SEC Enforcement Keeps Pace with New Technology, SPACs, and Market Trends
As markets evolve and incorporate emerging technology in the financial sector, the SEC’s enforcement tools and priorities will also modernize to protect markets and investments. President Joe Biden's appointee for SEC Chairman, Gary Gensler, previously led the Commodity Futures Trading Commission (CFTC) during the Obama administration and is expected to continue focusing on cryptocurrency regulation, data modernization, and fintech regulation. He also has expressed support for increased disclosures around climate risk.

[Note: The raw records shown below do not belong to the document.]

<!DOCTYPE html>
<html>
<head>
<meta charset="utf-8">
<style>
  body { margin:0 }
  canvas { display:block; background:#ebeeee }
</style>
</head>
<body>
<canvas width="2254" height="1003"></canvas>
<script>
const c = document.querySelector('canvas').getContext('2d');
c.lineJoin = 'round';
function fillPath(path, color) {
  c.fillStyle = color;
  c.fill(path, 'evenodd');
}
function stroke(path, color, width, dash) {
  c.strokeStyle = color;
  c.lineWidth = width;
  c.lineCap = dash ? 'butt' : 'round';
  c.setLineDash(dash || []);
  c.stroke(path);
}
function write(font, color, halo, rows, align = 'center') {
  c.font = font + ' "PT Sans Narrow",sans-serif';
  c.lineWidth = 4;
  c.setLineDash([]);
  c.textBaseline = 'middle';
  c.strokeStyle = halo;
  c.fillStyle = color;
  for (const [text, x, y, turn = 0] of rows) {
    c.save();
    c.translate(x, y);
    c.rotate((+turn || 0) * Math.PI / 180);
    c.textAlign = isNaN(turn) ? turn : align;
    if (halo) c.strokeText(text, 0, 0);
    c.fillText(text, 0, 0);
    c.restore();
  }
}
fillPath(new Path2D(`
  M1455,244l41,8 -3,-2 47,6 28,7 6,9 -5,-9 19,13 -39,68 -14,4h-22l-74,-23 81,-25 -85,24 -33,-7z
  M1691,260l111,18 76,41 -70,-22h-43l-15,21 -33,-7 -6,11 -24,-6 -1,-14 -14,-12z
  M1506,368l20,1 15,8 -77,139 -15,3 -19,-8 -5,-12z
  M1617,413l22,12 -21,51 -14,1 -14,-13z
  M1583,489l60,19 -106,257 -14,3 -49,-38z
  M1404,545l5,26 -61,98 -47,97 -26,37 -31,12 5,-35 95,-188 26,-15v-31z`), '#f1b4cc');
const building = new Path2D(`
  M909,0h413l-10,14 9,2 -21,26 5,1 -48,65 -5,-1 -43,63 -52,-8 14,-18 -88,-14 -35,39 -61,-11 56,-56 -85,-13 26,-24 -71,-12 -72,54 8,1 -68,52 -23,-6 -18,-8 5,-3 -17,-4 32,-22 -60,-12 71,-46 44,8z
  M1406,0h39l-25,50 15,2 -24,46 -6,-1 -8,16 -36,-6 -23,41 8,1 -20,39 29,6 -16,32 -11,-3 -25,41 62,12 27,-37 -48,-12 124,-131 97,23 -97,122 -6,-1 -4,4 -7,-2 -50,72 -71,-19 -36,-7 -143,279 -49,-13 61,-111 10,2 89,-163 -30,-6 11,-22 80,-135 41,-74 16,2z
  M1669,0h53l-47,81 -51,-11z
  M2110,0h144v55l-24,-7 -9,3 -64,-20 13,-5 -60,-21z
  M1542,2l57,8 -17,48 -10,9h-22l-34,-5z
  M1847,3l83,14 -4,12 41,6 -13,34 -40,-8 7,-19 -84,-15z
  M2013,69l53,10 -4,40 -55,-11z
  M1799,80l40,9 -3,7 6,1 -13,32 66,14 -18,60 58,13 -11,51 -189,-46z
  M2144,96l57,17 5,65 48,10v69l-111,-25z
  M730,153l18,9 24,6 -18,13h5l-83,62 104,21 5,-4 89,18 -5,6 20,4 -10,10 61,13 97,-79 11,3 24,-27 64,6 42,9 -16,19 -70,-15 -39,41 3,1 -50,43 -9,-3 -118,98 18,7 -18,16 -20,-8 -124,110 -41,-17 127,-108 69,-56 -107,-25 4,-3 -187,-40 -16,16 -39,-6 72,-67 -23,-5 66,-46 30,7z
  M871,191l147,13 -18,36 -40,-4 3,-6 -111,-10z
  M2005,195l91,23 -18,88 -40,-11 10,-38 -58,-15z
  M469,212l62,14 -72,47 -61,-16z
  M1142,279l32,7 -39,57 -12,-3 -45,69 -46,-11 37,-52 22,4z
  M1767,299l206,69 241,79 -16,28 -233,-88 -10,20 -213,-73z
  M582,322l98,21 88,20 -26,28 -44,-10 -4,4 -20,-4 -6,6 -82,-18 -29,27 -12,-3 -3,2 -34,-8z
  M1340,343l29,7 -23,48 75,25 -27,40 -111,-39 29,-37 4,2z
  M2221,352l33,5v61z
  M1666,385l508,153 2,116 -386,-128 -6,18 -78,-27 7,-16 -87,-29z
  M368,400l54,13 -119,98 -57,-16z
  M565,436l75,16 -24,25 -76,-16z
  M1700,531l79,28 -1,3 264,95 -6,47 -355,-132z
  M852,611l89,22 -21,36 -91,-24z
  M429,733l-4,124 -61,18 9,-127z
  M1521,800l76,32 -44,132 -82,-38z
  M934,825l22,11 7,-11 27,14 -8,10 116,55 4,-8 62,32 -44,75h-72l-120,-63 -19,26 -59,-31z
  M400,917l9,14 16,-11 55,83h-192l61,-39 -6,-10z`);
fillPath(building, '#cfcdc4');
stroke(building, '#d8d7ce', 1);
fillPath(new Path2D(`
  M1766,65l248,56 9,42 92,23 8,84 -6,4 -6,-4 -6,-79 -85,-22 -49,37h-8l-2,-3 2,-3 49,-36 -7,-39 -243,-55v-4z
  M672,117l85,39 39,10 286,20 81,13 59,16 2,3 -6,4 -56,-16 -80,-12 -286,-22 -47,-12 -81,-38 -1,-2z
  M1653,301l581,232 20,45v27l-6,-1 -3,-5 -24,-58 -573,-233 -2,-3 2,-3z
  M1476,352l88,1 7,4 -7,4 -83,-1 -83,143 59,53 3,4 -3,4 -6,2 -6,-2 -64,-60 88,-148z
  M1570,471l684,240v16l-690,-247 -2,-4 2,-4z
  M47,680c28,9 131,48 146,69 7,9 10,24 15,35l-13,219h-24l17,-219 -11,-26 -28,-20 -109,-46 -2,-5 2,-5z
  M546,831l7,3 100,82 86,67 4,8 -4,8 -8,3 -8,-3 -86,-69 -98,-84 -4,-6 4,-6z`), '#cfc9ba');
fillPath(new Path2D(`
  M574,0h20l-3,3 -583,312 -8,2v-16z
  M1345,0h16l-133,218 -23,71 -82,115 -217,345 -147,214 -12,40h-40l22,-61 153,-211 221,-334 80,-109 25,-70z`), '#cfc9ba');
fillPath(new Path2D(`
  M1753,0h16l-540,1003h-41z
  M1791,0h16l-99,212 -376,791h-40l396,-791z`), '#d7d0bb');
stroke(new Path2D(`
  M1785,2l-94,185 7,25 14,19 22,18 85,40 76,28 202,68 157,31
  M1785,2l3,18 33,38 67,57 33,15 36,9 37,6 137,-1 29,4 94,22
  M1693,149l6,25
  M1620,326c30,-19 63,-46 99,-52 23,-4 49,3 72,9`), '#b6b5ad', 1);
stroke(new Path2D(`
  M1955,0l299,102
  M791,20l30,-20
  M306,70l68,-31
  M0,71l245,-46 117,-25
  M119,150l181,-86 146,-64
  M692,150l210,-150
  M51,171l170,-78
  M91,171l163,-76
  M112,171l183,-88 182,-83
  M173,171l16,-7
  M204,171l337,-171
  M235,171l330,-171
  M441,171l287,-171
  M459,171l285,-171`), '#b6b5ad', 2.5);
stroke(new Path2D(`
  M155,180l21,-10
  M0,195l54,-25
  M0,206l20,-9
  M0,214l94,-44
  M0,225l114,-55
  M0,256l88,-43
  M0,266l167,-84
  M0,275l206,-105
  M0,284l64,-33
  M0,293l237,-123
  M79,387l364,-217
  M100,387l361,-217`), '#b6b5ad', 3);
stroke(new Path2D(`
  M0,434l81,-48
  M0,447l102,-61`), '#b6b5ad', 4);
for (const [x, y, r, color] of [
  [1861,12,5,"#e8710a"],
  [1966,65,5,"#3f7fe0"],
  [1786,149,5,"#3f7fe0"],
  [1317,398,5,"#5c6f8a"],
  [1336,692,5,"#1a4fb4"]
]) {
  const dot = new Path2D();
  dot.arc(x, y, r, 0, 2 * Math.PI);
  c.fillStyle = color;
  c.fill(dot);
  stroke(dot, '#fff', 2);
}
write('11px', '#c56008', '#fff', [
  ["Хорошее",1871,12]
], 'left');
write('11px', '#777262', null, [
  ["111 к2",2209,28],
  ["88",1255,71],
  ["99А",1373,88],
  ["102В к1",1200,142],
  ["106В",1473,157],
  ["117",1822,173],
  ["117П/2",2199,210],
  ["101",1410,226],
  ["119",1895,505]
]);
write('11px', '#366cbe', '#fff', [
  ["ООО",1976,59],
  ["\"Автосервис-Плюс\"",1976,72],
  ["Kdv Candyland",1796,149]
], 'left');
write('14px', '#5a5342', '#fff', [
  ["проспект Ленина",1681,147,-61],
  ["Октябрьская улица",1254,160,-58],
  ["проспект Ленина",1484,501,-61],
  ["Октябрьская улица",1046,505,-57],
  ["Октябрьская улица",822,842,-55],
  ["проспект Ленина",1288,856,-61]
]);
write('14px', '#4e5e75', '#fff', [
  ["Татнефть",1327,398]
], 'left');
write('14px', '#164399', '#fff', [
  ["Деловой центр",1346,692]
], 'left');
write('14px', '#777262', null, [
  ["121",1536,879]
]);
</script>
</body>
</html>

The rising popularity of Special Purpose Acquisition Companies (SPACs) is another example of an area where the SEC is expected to prioritize in response to market trends and evolution. Already the SEC’s Office of Investor Education and Advocacy (OIEA) has issued an Investor Bulletin detailing what a SPAC is and identifying considerations when investing in a SPAC both at its shell company phase and at the time the SPAC combines with the target company. And, in July 2021, the SEC announced more than $8 million in enforcement actions for the first time against a SPAC; the target company; their respective current and former CEOs; and the sponsor company, signaling that SPACs will be subjected to heightened scrutiny under the Biden administration.
For accounting and investment professionals to best serve clients, they will need to understand the unique compliance and litigation risks SPACs and their targets may create.